Ein prominentes Beispiel hat sie parat: Die Richard Henkel GmbH hat sich vom Wachstum fast verabschiedet. Neue Produkte führt die Firma nicht ein, stattdessen wird das Kerngeschäft weiter optimiert. Denn deren Stahl-Liegen können stetig verbessert werden. Mittlerweile bietet Henkel eine lebenslange Garantie für seine Produkte an, Ersatzteile sind leicht zu montieren und der Fertigungsprozess werde immer energieeffizienter. Neue Mitarbeiter stellt Henkel nicht ein. Denn auch neue Absatzmärkte sind uninteressant.

Gebauer nennt das „Zivilökonomie“. Das Profitmotiv rückt in den Hintergrund, statt Wachstum geht es ums Gemeinwohl.

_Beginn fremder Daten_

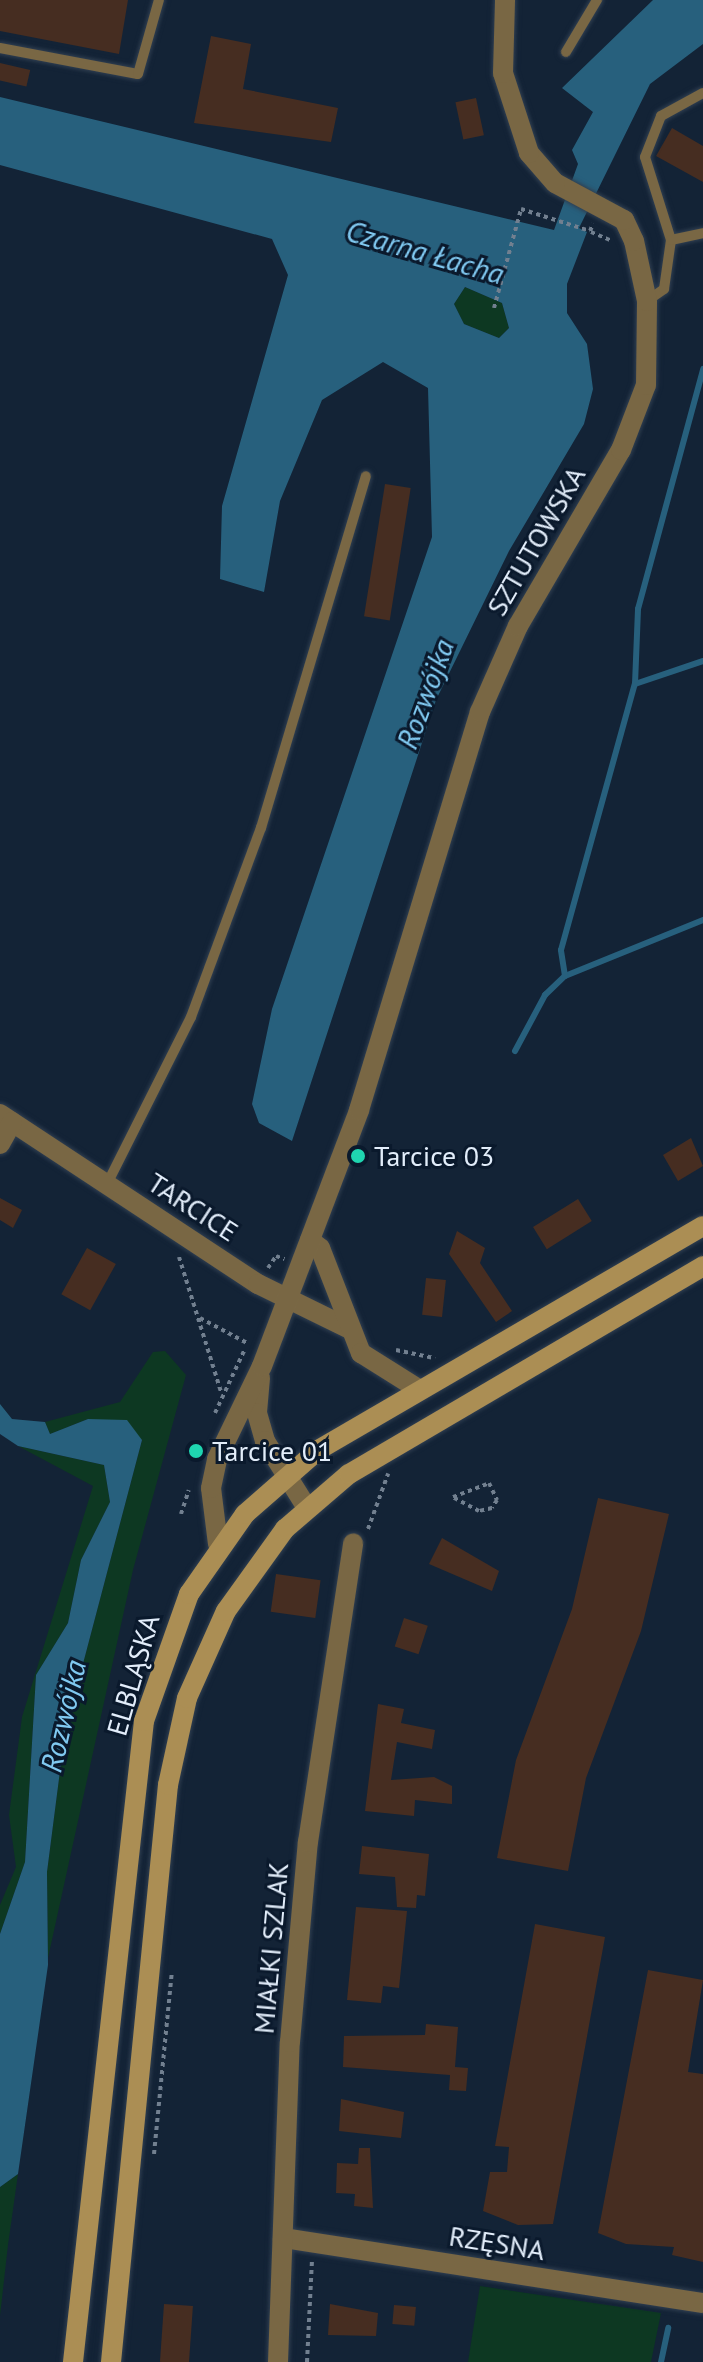 <!DOCTYPE html>
<html>
<head>
<meta charset="utf-8">
<style>
  body { margin:0 }
  #map { position:relative; width:703px; height:2362px; overflow:hidden; background:#132336; font-family:"PT Sans",sans-serif }
  div>[style] { position:absolute }
  [style*='--x'] { left:calc(var(--x)*1px); top:calc(var(--y)*1px); width:calc(var(--w)*1px); rotate:calc(var(--a)*1deg) }
  .green>* { inset:0; background:#0d3822 }
  .water>* { inset:0; background:#27607d }
  .stream>* { height:6px; margin:-3px; padding:0 3px; transform-origin:3px; border-radius:3px; background:#27607d }
  .building>* { inset:0; background:#462d21; transform-origin:0 0 }
  .path>* { height:4px; margin-top:-2px; transform-origin:0; background:repeating-linear-gradient(90deg,#728090 0 4px,transparent 0 8px) }
  .roads { filter:drop-shadow(0 0 2px #303f51) drop-shadow(0 0 2px #303f51) }
  .lane>* { height:10px; margin:-5px; padding:0 5px; transform-origin:5px; border-radius:5px; background:#796744 }
  .street>* { height:20px; margin:-10px; padding:0 10px; transform-origin:10px; border-radius:10px; background:#796744 }
  .secondary>* { height:20px; margin:-10px; padding:0 10px; transform-origin:10px; border-radius:10px; background:#ab8e54 }
  .dots>* { width:22px; height:22px; translate:-50% -50%; box-sizing:border-box; border:4px solid #0a192c; border-radius:50% }
  span { translate:-50% -50%; white-space:nowrap; text-align:center; line-height:1.15; -webkit-text-stroke:6px #0a192c; paint-order:stroke }
  .street-label { font-size:28px; color:#e2edfa }
  .poi-label { font-size:28px; color:#e2edfa }
  .left { translate:0 -50%; text-align:left }
  .water-label { font-size:30px; color:#80c9f1; font-style:italic }
</style>
</head>
<body>
<div id="map">
  <div class="green">
    <div style="clip-path:polygon(465px 287px,502px 303px,509px 328px,499px 338px,464px 324px,454px 304px)"></div>
    <div style="clip-path:polygon(165px 1351px,186px 1375px,133px 1570px,48px 1958px,47px 1872px,65px 1732px,142px 1440px,88px 1419px,50px 1434px,45px 1422px,120px 1402px,153px 1352px)"></div>
    <div style="clip-path:polygon(18px 1446px,104px 1465px,110px 1502px,81px 1560px,68px 1623px,36px 1675px,25px 1862px,0 1934px,0 1905px,16px 1867px,9px 1815px,22px 1717px,93px 1486px)"></div>
    <div style="clip-path:polygon(18px 2174px,8px 2245px,0 2316px,0 2187px)"></div>
    <div style="clip-path:polygon(480px 2286px,661px 2313px,651px 2362px,468px 2362px)"></div>
  </div>
  <div class="water">
    <div style="clip-path:polygon(evenodd,653px 0,703px 0,703px 44px,650px 84px,579px 228px,587px 232px,567px 284px,567px 313px,587px 344px,593px 389px,584px 424px,509px 551px,436px 700px,292px 1141px,259px 1123px,252px 1104px,272px 1009px,432px 537px,428px 388px,383px 362px,322px 400px,280px 501px,264px 592px,220px 579px,222px 506px,288px 275px,272px 239px,0 165px,0 97px,554px 230px,578px 164px,572px 150px,593px 112px,562px 88px,653px 0,465px 287px,502px 303px,509px 328px,499px 338px,464px 324px,454px 304px,465px 287px)"></div>
    <div style="clip-path:polygon(0 1404px,12px 1419px,45px 1422px,50px 1434px,88px 1419px,127px 1420px,142px 1440px,65px 1732px,47px 1872px,48px 1965px,18px 2174px,0 2187px,0 1934px,25px 1862px,36px 1675px,68px 1623px,81px 1560px,110px 1502px,104px 1465px,18px 1446px,0 1434px)"></div>
  </div>
  <div class="stream">
    <div style="--x:635;--y:684;--w:72;--a:-18.7"></div>
    <div style="--x:565;--y:976;--w:149;--a:-22.1"></div>
    <div style="--x:515;--y:1051;--w:64;--a:-61.8"></div>
    <div style="--x:545;--y:995;--w:28;--a:-44"></div>
    <div style="--x:565;--y:976;--w:26;--a:-99"></div>
    <div style="--x:561;--y:950;--w:276;--a:-74.5"></div>
    <div style="--x:635;--y:684;--w:75;--a:-87.7"></div>
    <div style="--x:638;--y:609;--w:249;--a:-74.8"></div>
    <div style="--x:661;--y:2362;--w:35;--a:-78"></div>
  </div>
  <div class="building">
    <div style="clip-path:polygon(0 0,128px 0,119px 54px,0 31px)"></div>
    <div style="clip-path:polygon(211px 36px,251px 44px,243px 89px,338px 108px,331px 142px,194px 123px)"></div>
    <div style="left:0;top:63px;width:31px;height:17px;rotate:13deg"></div>
    <div style="left:476px;top:98px;width:38px;height:21px;rotate:78deg"></div>
    <div style="clip-path:polygon(672px 128px,703px 146px,703px 182px,656px 156px)"></div>
    <div style="left:385px;top:484px;width:26px;height:134px;rotate:9deg"></div>
    <div style="clip-path:polygon(691px 1138px,703px 1166px,678px 1181px,663px 1155px)"></div>
    <div style="clip-path:polygon(0 1198px,22px 1210px,13px 1228px,0 1220px)"></div>
    <div style="left:578px;top:1199px;width:26px;height:53px;rotate:58deg"></div>
    <div style="clip-path:polygon(457px 1231px,485px 1248px,480px 1263px,512px 1311px,496px 1322px,449px 1254px)"></div>
    <div style="left:87px;top:1248px;width:33px;height:53px;rotate:29deg"></div>
    <div style="left:426px;top:1278px;width:20px;height:37px;rotate:6deg"></div>
    <div style="clip-path:polygon(598px 1498px,669px 1514px,641px 1631px,586px 1778px,568px 1871px,497px 1858px,516px 1760px,572px 1609px)"></div>
    <div style="clip-path:polygon(442px 1538px,499px 1571px,492px 1591px,429px 1564px)"></div>
    <div style="left:276px;top:1574px;width:45px;height:38px;rotate:8deg"></div>
    <div style="left:404px;top:1618px;width:25px;height:30px;rotate:18deg"></div>
    <div style="clip-path:polygon(378px 1704px,404px 1709px,401px 1723px,435px 1730px,432px 1749px,397px 1742px,391px 1780px,434px 1777px,452px 1786px,452px 1804px,415px 1800px,414px 1816px,365px 1811px)"></div>
    <div style="clip-path:polygon(362px 1846px,429px 1854px,425px 1896px,417px 1895px,416px 1908px,397px 1907px,395px 1877px,359px 1874px)"></div>
    <div style="clip-path:polygon(356px 1907px,407px 1911px,399px 1988px,383px 1986px,381px 2003px,347px 2000px)"></div>
    <div style="clip-path:polygon(535px 1924px,605px 1937px,553px 2224px,518px 2225px,483px 2211px,490px 2172px,507px 2172px,509px 2147px,495px 2146px)"></div>
    <div style="clip-path:polygon(648px 1970px,703px 1980px,688px 2072px,703px 2074px,703px 2262px,672px 2255px,674px 2247px,626px 2244px,598px 2233px)"></div>
    <div style="clip-path:polygon(426px 2024px,458px 2027px,455px 2067px,468px 2068px,466px 2091px,449px 2090px,450px 2075px,343px 2067px,344px 2036px,425px 2035px)"></div>
    <div style="clip-path:polygon(341px 2099px,404px 2112px,401px 2138px,339px 2131px)"></div>
    <div style="clip-path:polygon(359px 2148px,370px 2148px,373px 2208px,354px 2206px,355px 2194px,336px 2193px,337px 2163px,358px 2164px)"></div>
    <div style="left:164px;top:2304px;width:29px;height:58px;rotate:4deg"></div>
    <div style="clip-path:polygon(330px 2304px,378px 2313px,376px 2336px,328px 2335px)"></div>
    <div style="left:394px;top:2305px;width:22px;height:19px;rotate:5deg"></div>
  </div>
  <div class="path">
    <div style="--x:591;--y:232;--w:23;--a:23"></div>
    <div style="--x:494;--y:308;--w:103;--a:-74.7"></div>
    <div style="--x:521;--y:209;--w:72;--a:17.7"></div>
    <div style="--x:590;--y:231;--w:8;--a:-67"></div>
    <div style="--x:179;--y:1257;--w:141;--a:72.7"></div>
    <div style="--x:268;--y:1268;--w:14;--a:-56"></div>
    <div style="--x:276;--y:1256;--w:9;--a:21"></div>
    <div style="--x:200;--y:1318;--w:53;--a:28"></div>
    <div style="--x:396;--y:1350;--w:40;--a:12"></div>
    <div style="--x:215;--y:1413;--w:71;--a:-64.9"></div>
    <div style="--x:489;--y:1483;--w:19;--a:65"></div>
    <div style="--x:497;--y:1500;--w:9;--a:122"></div>
    <div style="--x:492;--y:1508;--w:13;--a:167"></div>
    <div style="--x:479;--y:1511;--w:30;--a:-152"></div>
    <div style="--x:453;--y:1497;--w:39;--a:-21"></div>
    <div style="--x:181;--y:1514;--w:25;--a:-72"></div>
    <div style="--x:368;--y:1529;--w:59;--a:-70"></div>
    <div style="--x:154;--y:2154;--w:183;--a:-84.4"></div>
    <div style="--x:307;--y:2362;--w:101;--a:-87.2"></div>
  </div>
  <div class="roads">
    <div class="lane">
      <div style="--x:0;--y:48;--w:140;--a:10.7"></div>
      <div style="--x:138;--y:74;--w:77;--a:-74.2"></div>
      <div style="--x:566;--y:52;--w:61;--a:-59.2"></div>
      <div style="--x:671;--y:240;--w:87;--a:-107.4"></div>
      <div style="--x:645;--y:157;--w:44;--a:-68.7"></div>
      <div style="--x:661;--y:116;--w:48;--a:-28.7"></div>
      <div style="--x:647;--y:301;--w:21;--a:-35"></div>
      <div style="--x:664;--y:289;--w:49;--a:-81.9"></div>
      <div style="--x:671;--y:240;--w:33;--a:-12"></div>
      <div style="--x:107;--y:1184;--w:187;--a:-63.3"></div>
      <div style="--x:191;--y:1017;--w:202;--a:-69.7"></div>
      <div style="--x:261;--y:828;--w:367;--a:-73.4"></div>
    </div>
    <div class="street">
      <div style="--x:0;--y:1114;--w:309;--a:33.4"></div>
      <div style="--x:258;--y:1284;--w:100;--a:26.1"></div>
      <div style="--x:0;--y:1144;--w:25;--a:-61"></div>
      <div style="--x:310;--y:1240;--w:13;--a:39"></div>
      <div style="--x:320;--y:1248;--w:113;--a:68.7"></div>
      <div style="--x:361;--y:1353;--w:70;--a:32.1"></div>
      <div style="--x:260;--y:1378;--w:35;--a:95"></div>
      <div style="--x:257;--y:1413;--w:29;--a:74"></div>
      <div style="--x:265;--y:1441;--w:79;--a:57.9"></div>
      <div style="--x:218;--y:1544;--w:56;--a:-97.1"></div>
      <div style="--x:211;--y:1488;--w:30;--a:-78"></div>
      <div style="--x:217;--y:1459;--w:103;--a:-64.2"></div>
      <div style="--x:262;--y:1366;--w:274;--a:-69.2"></div>
      <div style="--x:359;--y:1110;--w:416;--a:-73.1"></div>
      <div style="--x:480;--y:712;--w:94;--a:-66.2"></div>
      <div style="--x:518;--y:626;--w:204;--a:-59.7"></div>
      <div style="--x:621;--y:450;--w:70;--a:-69"></div>
      <div style="--x:646;--y:385;--w:84;--a:-89.3"></div>
      <div style="--x:647;--y:301;--w:61;--a:-102.2"></div>
      <div style="--x:634;--y:241;--w:23;--a:-115"></div>
      <div style="--x:624;--y:220;--w:78;--a:-151.8"></div>
      <div style="--x:555;--y:183;--w:40;--a:-131"></div>
      <div style="--x:529;--y:153;--w:84;--a:-108"></div>
      <div style="--x:503;--y:73;--w:73;--a:-88.4"></div>
      <div style="--x:283;--y:2238;--w:425;--a:8.8"></div>
      <div style="--x:278;--y:2362;--w:320;--a:-87.9"></div>
      <div style="--x:290;--y:2042;--w:201;--a:-84.9"></div>
      <div style="--x:308;--y:1842;--w:302;--a:-81.4"></div>
    </div>
    <div class="secondary">
      <div style="--x:73;--y:2362;--w:645;--a:-83.68"></div>
      <div style="--x:144;--y:1721;--w:135;--a:-70.5"></div>
      <div style="--x:189;--y:1594;--w:98;--a:-55"></div>
      <div style="--x:245;--y:1514;--w:97;--a:-41.2"></div>
      <div style="--x:318;--y:1450;--w:445;--a:-30.2"></div>
      <div style="--x:111;--y:2362;--w:580;--a:-84.36"></div>
      <div style="--x:168;--y:1785;--w:89;--a:-77.7"></div>
      <div style="--x:187;--y:1698;--w:95;--a:-65.9"></div>
      <div style="--x:226;--y:1611;--w:101;--a:-54.3"></div>
      <div style="--x:285;--y:1529;--w:84;--a:-40.7"></div>
      <div style="--x:349;--y:1474;--w:411;--a:-30.4"></div>
    </div>
  </div>
  <div class="dots">
    <div style="left:358px;top:1156px;background:#1fd5b0"></div>
    <div style="left:196px;top:1451px;background:#1fd5b0"></div>
  </div>
  <div class="street-label">
    <span style="left:536px;top:541px;rotate:-60deg">SZTUTOWSKA</span>
    <span style="left:193px;top:1207px;rotate:33deg">TARCICE</span>
    <span style="left:133px;top:1675px;rotate:-74deg">ELBLĄSKA</span>
    <span style="left:271px;top:1948px;rotate:-85deg">MIAŁKI SZLAK</span>
    <span style="left:497px;top:2243px;rotate:9deg">RZĘSNA</span>
  </div>
  <div class="poi-label">
    <span class="left" style="left:374px;top:1156px">Tarcice 03</span>
    <span class="left" style="left:212px;top:1451px">Tarcice 01</span>
  </div>
  <div class="water-label">
    <span style="left:425px;top:252px;rotate:16deg">Czarna Łacha</span>
    <span style="left:425px;top:694px;rotate:-70deg">Rozwójka</span>
    <span style="left:63px;top:1716px;rotate:-77deg">Rozwójka</span>
  </div>
</div>
</body>
</html>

Dahinter steht ein neuer Typ Unternehmer: Susanne Henkel ist im Studium mit der Öko-Bewegung in Kontakt gekommen, ihr liegt Ressourceneffizienz mehr am Herzen als das stetige Wachstum.

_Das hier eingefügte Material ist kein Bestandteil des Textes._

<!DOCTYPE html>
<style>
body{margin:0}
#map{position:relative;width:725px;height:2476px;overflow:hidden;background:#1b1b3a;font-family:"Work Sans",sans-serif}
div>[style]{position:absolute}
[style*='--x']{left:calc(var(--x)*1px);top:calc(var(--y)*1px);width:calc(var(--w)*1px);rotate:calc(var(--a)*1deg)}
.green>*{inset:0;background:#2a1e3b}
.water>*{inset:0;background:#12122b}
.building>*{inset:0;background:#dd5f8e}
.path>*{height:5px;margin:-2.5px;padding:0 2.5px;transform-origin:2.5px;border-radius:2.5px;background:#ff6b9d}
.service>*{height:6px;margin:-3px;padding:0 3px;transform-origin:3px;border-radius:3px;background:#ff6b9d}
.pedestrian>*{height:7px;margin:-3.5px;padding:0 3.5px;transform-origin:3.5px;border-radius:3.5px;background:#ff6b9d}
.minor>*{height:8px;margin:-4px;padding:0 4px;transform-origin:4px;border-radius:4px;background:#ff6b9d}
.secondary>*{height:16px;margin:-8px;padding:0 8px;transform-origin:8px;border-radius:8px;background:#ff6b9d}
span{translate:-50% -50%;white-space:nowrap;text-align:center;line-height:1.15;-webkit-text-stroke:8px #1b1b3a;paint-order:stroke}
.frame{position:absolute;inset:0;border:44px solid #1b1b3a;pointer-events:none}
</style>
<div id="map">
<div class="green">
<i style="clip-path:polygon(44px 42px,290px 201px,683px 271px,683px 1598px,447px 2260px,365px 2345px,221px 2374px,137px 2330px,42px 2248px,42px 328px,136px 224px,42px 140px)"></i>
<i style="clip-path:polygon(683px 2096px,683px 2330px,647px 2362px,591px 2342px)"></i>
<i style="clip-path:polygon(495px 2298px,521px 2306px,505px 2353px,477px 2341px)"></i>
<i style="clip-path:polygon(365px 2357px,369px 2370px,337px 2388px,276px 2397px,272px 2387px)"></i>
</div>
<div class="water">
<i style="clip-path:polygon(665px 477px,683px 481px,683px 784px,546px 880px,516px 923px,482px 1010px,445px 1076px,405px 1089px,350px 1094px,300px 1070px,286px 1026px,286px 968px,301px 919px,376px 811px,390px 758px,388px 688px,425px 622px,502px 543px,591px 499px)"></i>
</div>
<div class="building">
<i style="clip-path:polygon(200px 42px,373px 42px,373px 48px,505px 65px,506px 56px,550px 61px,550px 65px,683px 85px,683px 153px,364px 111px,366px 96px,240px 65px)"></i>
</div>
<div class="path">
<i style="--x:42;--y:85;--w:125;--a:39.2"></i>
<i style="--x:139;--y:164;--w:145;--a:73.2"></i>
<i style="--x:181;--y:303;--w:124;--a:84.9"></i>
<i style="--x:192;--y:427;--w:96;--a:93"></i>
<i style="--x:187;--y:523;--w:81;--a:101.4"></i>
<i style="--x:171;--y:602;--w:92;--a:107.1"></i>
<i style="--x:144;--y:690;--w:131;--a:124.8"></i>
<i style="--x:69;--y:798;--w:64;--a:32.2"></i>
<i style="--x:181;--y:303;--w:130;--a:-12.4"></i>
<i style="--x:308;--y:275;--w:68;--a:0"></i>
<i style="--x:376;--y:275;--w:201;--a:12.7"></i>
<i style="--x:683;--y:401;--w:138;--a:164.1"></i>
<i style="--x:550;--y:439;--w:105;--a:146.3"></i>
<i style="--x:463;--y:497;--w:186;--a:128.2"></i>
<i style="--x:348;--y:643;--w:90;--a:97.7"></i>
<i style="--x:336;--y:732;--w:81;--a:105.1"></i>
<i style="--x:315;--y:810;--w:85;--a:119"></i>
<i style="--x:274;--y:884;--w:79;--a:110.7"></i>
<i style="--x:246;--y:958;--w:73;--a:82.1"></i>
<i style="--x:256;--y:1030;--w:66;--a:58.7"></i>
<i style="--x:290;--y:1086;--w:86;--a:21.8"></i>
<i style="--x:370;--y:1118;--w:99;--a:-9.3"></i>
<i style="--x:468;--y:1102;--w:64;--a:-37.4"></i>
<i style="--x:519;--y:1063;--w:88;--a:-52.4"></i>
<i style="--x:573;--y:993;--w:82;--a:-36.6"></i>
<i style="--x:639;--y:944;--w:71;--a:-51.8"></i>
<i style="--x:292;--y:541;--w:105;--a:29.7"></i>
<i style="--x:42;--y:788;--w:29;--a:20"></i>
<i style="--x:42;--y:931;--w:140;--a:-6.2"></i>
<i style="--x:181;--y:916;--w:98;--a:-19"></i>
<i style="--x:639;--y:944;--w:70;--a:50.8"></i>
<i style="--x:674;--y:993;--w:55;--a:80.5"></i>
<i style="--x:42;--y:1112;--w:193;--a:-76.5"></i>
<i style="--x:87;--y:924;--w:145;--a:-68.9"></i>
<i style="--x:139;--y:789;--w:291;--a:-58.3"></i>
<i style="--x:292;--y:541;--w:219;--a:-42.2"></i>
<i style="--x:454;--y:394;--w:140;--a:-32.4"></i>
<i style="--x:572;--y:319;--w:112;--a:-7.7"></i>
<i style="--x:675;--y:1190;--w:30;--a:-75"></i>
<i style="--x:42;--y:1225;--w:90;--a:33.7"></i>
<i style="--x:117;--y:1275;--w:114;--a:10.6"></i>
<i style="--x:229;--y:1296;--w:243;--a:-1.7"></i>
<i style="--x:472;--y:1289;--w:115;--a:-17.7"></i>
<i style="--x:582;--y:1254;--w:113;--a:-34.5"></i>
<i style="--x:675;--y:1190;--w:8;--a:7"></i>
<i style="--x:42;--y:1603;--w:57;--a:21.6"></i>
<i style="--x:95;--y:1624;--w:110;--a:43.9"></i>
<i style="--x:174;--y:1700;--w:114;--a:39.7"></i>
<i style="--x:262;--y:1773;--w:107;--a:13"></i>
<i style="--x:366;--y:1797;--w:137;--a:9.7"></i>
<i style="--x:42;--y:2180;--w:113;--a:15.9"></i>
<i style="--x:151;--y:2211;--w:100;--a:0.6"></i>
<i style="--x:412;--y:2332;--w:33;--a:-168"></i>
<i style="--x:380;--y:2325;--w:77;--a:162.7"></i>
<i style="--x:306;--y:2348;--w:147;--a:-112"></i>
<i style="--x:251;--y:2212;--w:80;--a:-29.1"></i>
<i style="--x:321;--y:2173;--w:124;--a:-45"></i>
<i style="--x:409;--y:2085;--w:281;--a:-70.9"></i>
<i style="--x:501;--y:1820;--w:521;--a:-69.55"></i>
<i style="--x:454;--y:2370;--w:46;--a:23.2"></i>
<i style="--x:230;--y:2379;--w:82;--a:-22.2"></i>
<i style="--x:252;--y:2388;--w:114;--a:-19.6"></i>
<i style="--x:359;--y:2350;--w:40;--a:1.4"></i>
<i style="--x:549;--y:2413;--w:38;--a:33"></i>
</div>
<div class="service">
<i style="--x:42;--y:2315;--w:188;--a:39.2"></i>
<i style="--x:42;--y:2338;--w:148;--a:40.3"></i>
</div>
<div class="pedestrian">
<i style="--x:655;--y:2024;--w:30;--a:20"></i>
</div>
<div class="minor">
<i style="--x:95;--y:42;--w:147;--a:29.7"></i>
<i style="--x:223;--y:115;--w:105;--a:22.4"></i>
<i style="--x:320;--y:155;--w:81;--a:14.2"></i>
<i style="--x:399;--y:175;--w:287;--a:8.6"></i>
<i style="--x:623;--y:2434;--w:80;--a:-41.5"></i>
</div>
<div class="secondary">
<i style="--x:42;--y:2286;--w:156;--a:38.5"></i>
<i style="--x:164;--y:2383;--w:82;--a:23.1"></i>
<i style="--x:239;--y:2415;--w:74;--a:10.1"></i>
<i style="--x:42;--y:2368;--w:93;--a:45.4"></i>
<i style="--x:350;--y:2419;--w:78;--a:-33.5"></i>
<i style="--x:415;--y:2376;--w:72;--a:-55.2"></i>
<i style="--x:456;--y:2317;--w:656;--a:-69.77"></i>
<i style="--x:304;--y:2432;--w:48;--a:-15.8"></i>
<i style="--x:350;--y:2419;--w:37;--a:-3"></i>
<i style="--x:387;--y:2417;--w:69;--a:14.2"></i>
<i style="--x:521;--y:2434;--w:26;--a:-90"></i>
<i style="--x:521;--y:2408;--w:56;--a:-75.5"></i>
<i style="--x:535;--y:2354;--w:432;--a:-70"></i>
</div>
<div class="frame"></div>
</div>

Henkel ist damit nicht allein: Für Jana Gebauerl schlagen sich 30 Jahre „neue soziale Bewegungen“ auch in einem unternehmerischen Mentalitätswandel nieder: Sozialunternehmer sind eine Seite davon. Aber Gebauer glaubt, dass auch viele kleinere und mittlere Unternehmen verstärkt auf die Gemeinwohlbilanz achten: Die Chefs optimieren den Energieverbrauch, holen sich Anregungen von Angestellten und stupsen diese im Zweifelsfall dazu, immer das Licht auszuschalten.

So erinnert „Matriarchin Henkel“ (so Gebauer) ein wenig an „Papa Bosch“. Eine Zuhörerin wusste noch allzu gut, wie der Patriarch sich dort um seine Sekretärinnen sorgte. Er kontrollierte aber auch, ob ein weggeworfener Bleistift nicht doch noch benutzbar war. Ob ein solcher Führungsstil nicht auch nervt, fragte dann der skeptische Moderator Hannes Koch. Gebauer findet so einen „Konservatismus manchmal ziemlich cool“ – sofern es ums solide Wirtschaften geht. Jana Gebauer hat viele Unternehmen gefunden, für die Umsatzsteigerungen und Kostenreduktion zweitrangig sind. Nur sind diese auf Konsumenten angewiesen, die gern einen Aufschlag für Nachhaltigkeit und Fairness zahlen.